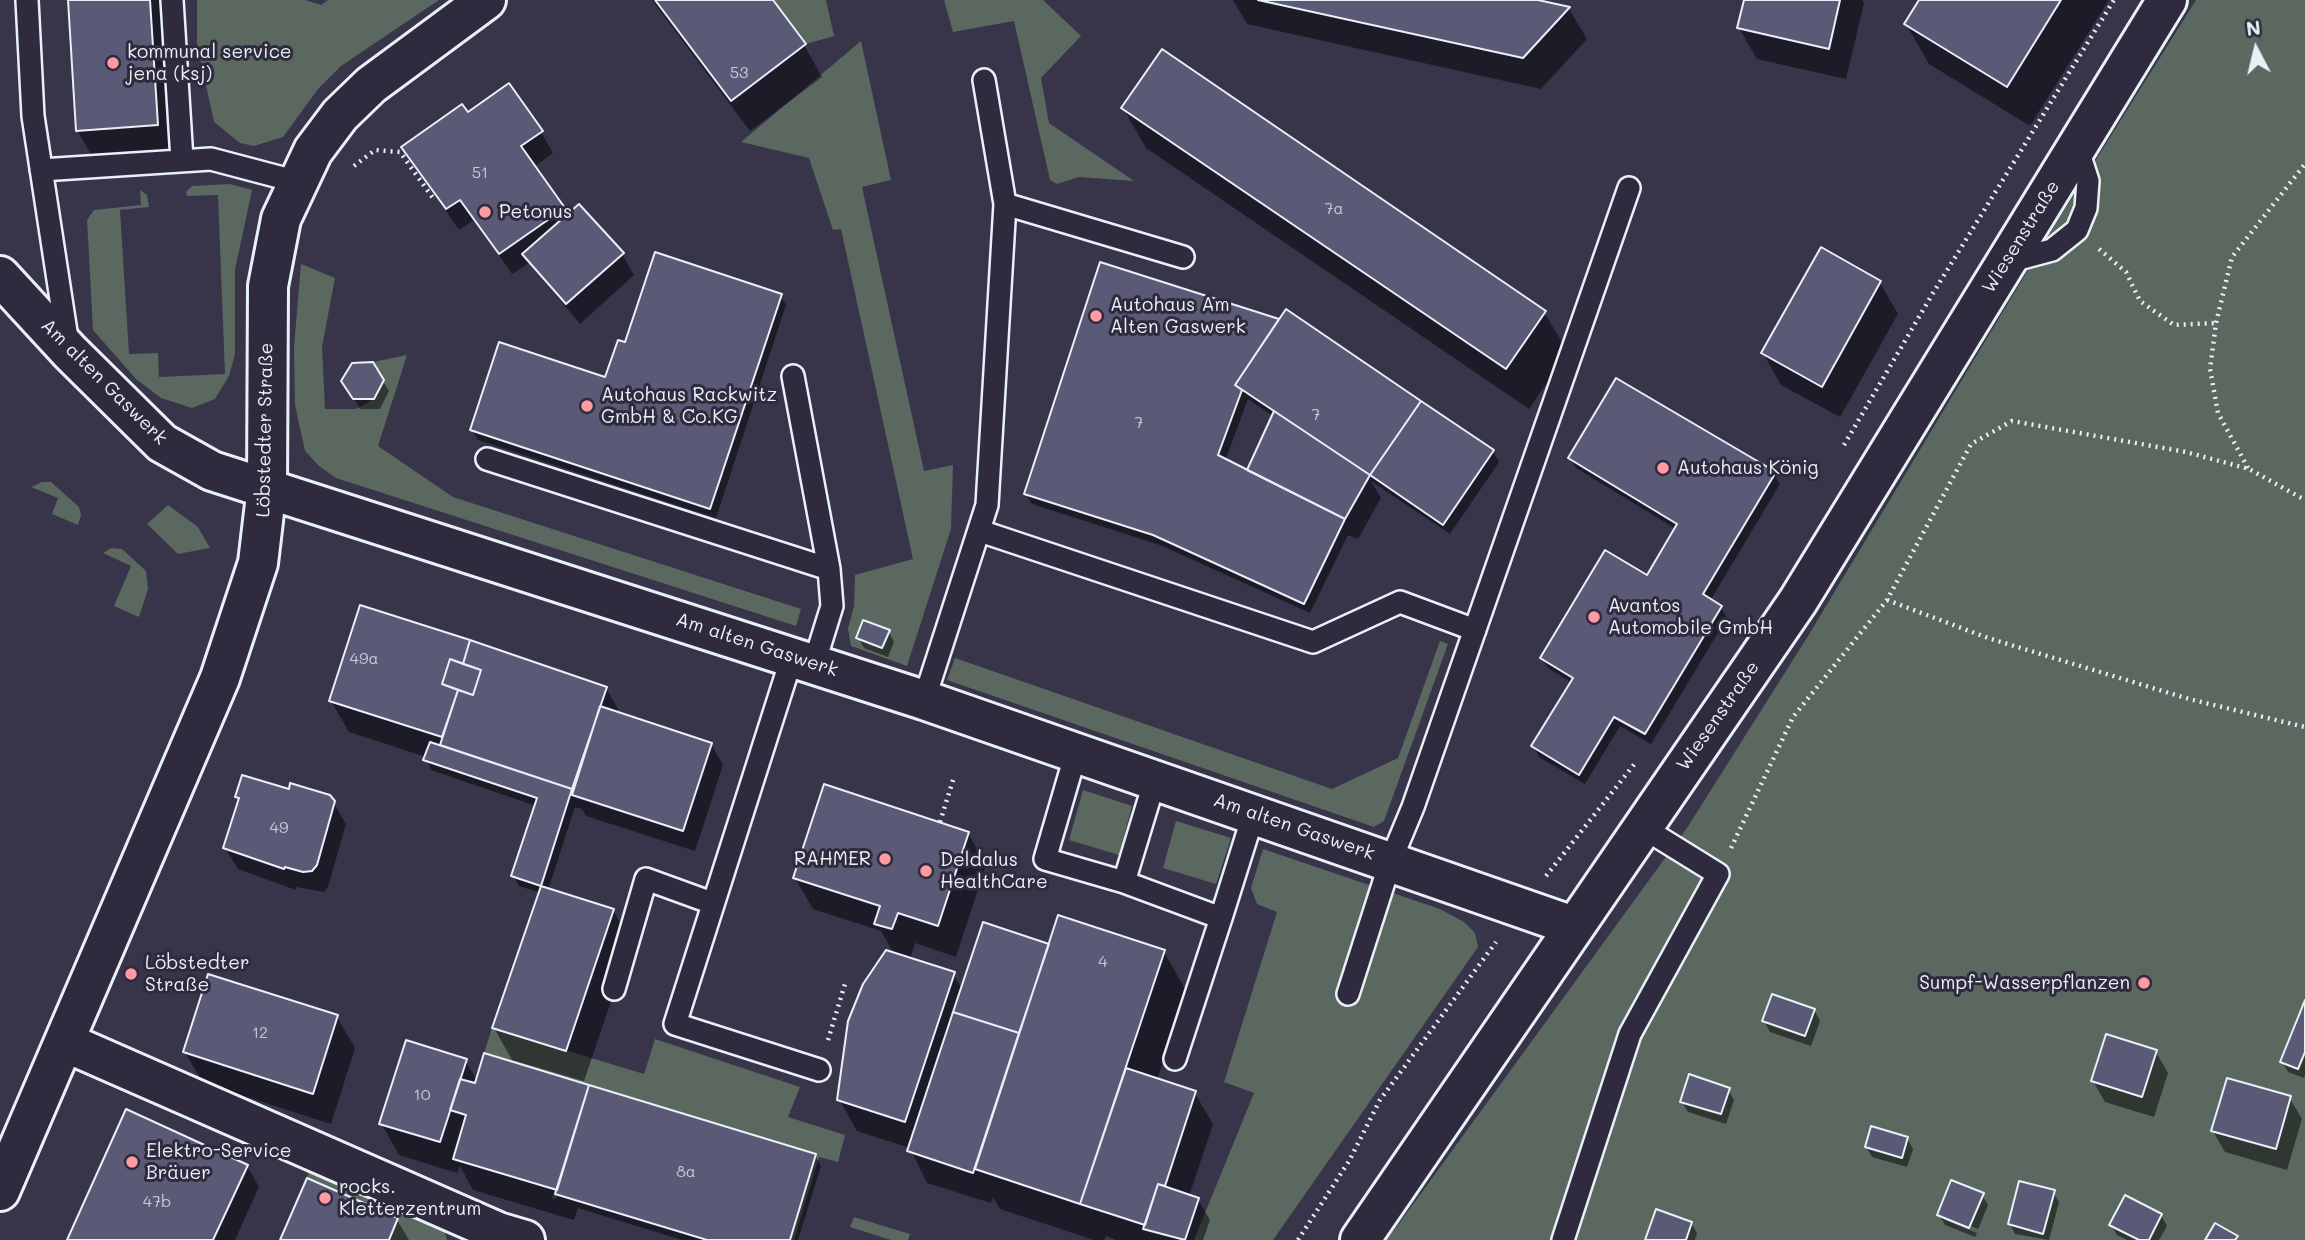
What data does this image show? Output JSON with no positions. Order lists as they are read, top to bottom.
{
  "streets": {
    "street": ["Wiesenstraße", "Am alten Gaswerk", "Löbstedter Straße"]
  },
  "crossings": [
    ["Wiesenstraße", "Am alten Gaswerk"],
    ["Am alten Gaswerk", "Löbstedter Straße"]
  ],
  "places": [
    "kommunal service jena (ksj)",
    "Petonus",
    "Autohaus Am Alten Gaswerk",
    "Autohaus Rackwitz GmbH & Co.KG",
    "Autohaus König",
    "Avantos Automobile GmbH",
    "RAHMER",
    "Deldalus HealthCare",
    "Löbstedter Straße",
    "Sumpf-Wasserpflanzen",
    "Elektro-Service Bräuer",
    "rocks. Kletterzentrum"
  ],
  "house_numbers": [
    "53",
    "51",
    "7a",
    "7",
    "7",
    "49a",
    "49",
    "4",
    "12",
    "10",
    "8a",
    "47b"
  ],
  "north": "top"
}
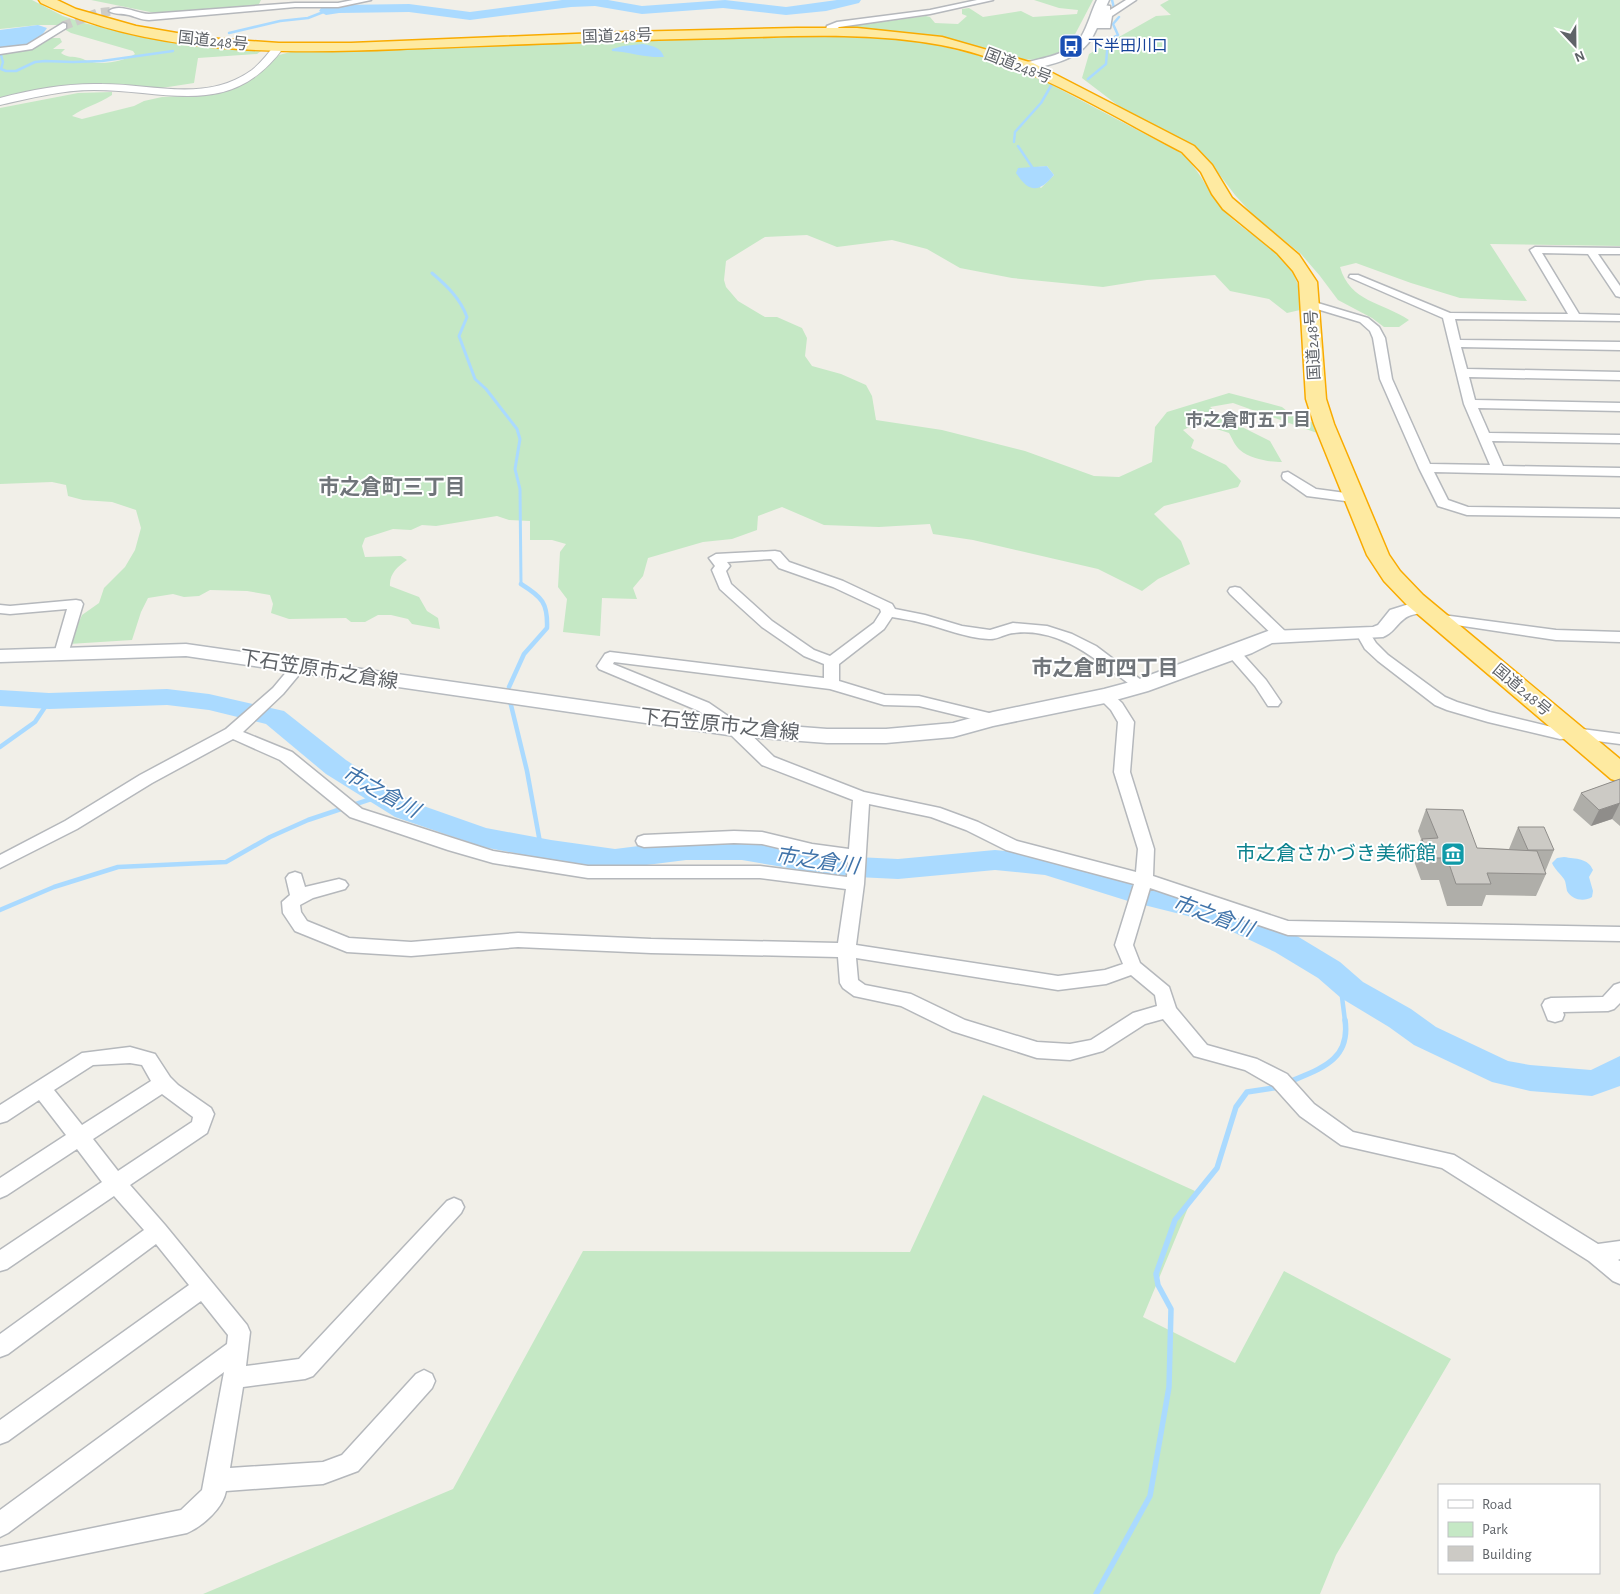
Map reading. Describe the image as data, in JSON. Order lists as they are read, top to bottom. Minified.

--- EXERCISE BRIEF ---
Keep the pictures out and write out the records exactly.

--- ANSWER TO THE PROBLEM ---
What data does this image show? Output JSON with no positions. Order lists as they are read, top to bottom.
{
  "streets": {
    "street": ["Wiesenstraße", "Am alten Gaswerk", "Löbstedter Straße"]
  },
  "crossings": [
    ["Wiesenstraße", "Am alten Gaswerk"],
    ["Am alten Gaswerk", "Löbstedter Straße"]
  ],
  "places": [
    "kommunal service jena (ksj)",
    "Petonus",
    "Autohaus Am Alten Gaswerk",
    "Autohaus Rackwitz GmbH & Co.KG",
    "Autohaus König",
    "Avantos Automobile GmbH",
    "RAHMER",
    "Deldalus HealthCare",
    "Löbstedter Straße",
    "Sumpf-Wasserpflanzen",
    "Elektro-Service Bräuer",
    "rocks. Kletterzentrum"
  ],
  "house_numbers": [
    "53",
    "51",
    "7a",
    "7",
    "7",
    "49a",
    "49",
    "4",
    "12",
    "10",
    "8a",
    "47b"
  ],
  "north": "top"
}
Map reading. Describe the image as data, in JSON. Order lists as they are read, top to bottom. Minified.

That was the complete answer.